> **DESCRIPTION OF THE TASK**: Output only the lines of the entries that follow, starting at the one with "Instruction: Describe the" and running down to the one with "Dump the readable content of the", both included and unchanged.

(Collected data entries)
↓↓↓

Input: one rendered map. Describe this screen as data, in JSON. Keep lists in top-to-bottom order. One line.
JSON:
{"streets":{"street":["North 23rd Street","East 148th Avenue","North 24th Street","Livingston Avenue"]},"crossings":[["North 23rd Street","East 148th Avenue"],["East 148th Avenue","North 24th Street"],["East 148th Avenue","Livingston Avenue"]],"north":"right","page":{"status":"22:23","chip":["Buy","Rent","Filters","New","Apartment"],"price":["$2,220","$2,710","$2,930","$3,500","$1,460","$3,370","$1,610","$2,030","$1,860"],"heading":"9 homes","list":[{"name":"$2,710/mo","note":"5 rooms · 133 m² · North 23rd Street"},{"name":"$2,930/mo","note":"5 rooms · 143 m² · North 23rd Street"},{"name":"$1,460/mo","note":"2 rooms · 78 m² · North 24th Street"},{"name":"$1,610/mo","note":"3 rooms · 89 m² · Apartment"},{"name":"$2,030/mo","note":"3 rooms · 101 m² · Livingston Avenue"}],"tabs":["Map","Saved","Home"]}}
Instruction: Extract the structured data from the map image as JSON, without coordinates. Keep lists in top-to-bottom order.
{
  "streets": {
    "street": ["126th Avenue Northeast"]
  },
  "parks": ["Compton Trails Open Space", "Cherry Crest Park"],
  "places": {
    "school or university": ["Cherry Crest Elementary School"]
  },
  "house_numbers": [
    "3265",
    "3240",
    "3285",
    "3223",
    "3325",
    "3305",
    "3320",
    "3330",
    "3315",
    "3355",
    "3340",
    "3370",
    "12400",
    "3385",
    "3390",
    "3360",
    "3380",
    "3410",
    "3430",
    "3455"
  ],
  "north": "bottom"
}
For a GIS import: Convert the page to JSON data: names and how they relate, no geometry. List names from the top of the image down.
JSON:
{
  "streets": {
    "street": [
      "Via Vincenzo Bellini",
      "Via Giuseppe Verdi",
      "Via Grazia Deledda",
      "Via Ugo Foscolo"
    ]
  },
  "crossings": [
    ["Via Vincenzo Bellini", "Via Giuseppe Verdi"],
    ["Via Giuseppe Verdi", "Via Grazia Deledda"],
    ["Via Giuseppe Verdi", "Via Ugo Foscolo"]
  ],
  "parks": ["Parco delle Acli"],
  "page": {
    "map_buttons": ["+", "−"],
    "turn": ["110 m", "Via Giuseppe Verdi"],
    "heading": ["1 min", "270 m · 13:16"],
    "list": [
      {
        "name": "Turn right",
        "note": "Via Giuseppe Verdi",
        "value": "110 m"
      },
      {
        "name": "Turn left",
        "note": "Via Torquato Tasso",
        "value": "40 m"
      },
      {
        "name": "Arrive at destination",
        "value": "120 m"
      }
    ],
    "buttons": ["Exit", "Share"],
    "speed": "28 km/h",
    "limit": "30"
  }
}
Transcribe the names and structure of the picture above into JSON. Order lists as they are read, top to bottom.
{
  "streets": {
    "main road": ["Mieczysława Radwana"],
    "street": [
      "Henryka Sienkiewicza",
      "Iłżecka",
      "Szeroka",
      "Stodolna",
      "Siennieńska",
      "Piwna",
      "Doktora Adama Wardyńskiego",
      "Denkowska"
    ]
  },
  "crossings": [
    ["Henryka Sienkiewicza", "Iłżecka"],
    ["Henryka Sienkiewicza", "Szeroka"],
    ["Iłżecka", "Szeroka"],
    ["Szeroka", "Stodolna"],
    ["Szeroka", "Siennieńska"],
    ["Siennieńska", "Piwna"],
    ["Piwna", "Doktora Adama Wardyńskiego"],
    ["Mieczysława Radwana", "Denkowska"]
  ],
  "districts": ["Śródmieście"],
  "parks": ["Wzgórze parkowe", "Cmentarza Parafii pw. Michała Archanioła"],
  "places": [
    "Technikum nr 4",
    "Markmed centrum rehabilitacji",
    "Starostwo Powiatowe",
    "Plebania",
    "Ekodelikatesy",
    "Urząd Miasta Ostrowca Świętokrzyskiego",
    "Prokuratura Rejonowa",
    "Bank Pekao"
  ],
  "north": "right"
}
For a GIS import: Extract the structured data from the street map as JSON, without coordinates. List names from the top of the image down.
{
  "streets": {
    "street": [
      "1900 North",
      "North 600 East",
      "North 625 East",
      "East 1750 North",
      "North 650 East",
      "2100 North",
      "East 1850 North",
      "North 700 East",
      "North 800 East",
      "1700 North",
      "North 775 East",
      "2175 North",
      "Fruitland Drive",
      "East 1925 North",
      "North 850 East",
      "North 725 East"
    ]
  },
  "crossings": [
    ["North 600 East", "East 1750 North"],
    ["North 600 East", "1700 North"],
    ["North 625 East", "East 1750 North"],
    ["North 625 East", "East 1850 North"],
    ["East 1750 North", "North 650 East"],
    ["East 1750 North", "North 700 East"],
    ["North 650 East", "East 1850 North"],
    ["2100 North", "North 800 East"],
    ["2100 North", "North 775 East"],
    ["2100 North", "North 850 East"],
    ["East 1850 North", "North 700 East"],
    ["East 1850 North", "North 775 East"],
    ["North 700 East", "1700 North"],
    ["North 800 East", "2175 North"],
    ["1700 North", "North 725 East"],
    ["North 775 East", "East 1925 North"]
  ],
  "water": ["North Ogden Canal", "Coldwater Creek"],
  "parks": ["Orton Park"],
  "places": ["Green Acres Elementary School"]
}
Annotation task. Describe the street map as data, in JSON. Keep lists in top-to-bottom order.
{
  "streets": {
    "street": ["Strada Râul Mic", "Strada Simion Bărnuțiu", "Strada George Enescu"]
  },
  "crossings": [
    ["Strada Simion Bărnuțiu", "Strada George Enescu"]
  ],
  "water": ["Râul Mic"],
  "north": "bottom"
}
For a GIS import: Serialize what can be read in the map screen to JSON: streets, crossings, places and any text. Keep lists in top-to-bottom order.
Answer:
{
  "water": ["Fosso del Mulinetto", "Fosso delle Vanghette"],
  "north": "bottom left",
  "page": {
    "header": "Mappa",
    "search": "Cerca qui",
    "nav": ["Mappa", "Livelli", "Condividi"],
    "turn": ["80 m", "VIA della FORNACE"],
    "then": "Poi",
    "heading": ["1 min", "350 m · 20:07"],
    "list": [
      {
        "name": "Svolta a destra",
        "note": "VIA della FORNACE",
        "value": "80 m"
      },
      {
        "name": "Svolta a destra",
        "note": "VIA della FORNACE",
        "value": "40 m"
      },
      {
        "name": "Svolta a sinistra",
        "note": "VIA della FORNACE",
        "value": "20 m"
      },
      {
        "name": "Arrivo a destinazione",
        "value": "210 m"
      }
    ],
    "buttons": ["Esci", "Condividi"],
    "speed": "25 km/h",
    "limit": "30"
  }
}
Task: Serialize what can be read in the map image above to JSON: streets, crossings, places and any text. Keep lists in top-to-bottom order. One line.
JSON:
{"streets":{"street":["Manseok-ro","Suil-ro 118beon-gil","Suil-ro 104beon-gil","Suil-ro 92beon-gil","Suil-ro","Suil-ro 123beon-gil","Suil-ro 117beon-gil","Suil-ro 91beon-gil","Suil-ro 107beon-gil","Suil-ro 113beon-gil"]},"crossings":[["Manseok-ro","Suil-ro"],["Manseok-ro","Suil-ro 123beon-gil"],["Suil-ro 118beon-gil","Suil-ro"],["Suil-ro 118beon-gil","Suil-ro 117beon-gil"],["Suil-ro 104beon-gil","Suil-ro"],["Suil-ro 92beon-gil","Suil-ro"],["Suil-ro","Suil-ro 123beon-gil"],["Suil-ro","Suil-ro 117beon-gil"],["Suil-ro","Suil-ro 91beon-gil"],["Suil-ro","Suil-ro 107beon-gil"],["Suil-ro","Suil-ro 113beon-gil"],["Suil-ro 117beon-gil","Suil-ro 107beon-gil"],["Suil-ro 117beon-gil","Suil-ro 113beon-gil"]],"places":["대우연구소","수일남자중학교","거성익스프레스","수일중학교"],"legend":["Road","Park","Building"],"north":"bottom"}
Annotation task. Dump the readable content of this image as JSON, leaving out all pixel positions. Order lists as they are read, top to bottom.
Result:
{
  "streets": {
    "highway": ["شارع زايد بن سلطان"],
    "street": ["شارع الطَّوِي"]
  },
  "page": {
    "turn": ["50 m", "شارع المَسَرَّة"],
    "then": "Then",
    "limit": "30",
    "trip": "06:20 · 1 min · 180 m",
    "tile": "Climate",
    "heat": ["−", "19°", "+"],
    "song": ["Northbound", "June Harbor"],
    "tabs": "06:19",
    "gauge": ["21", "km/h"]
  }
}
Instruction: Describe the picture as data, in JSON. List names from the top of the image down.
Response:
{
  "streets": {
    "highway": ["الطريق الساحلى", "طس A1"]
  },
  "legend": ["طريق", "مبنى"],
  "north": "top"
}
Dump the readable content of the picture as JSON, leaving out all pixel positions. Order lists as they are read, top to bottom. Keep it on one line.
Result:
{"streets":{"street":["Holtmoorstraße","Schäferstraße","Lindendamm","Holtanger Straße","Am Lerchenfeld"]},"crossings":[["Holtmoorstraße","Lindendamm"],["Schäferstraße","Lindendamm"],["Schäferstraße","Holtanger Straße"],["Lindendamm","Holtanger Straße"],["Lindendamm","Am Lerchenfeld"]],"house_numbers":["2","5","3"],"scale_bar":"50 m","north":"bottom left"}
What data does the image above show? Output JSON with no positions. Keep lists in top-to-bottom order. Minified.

↑↑↑

> **ANSWER SECTION**:
Instruction: Describe the picture as data, in JSON. List names from the top of the image down.
Response:
{
  "streets": {
    "highway": ["الطريق الساحلى", "طس A1"]
  },
  "legend": ["طريق", "مبنى"],
  "north": "top"
}
Dump the readable content of the picture as JSON, leaving out all pixel positions. Order lists as they are read, top to bottom. Keep it on one line.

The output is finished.